» **Work item**: The answer must be a single number: the count of lines in the data below that hold the word "import".

[Collected data]
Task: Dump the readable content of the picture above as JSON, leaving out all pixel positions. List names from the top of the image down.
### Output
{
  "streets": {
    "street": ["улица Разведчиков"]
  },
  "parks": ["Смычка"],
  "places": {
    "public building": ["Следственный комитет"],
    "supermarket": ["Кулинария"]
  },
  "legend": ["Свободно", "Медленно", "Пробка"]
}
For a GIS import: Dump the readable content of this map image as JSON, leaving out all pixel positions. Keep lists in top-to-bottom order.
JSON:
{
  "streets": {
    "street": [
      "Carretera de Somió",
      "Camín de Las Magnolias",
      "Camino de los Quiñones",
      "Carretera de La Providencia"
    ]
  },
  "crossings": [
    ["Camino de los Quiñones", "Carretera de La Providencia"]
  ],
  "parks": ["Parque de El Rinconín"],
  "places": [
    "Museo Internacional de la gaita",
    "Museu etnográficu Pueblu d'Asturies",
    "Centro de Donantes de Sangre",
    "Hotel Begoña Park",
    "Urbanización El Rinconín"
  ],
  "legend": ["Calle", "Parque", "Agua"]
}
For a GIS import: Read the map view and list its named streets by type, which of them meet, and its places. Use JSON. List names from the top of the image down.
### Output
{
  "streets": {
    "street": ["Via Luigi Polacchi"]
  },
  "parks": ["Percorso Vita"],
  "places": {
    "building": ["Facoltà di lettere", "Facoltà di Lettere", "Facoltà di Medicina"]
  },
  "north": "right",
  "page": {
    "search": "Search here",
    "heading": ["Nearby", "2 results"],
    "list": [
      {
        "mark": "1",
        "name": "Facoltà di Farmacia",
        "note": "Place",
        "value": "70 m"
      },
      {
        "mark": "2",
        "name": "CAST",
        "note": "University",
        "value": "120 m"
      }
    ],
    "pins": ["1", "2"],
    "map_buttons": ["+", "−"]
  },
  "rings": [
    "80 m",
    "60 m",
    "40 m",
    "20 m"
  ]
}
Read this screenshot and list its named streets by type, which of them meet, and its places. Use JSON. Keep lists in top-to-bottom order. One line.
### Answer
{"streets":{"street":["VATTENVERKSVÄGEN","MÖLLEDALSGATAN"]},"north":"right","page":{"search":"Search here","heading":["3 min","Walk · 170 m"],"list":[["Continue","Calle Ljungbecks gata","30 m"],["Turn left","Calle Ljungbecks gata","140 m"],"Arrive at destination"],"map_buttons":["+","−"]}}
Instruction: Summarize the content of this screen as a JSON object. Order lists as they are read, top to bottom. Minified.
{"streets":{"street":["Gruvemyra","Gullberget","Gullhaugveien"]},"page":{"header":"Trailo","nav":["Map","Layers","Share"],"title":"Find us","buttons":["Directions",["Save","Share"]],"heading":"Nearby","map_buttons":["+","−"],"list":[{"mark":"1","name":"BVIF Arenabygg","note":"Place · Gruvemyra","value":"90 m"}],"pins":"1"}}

» **Exercise answer**: 2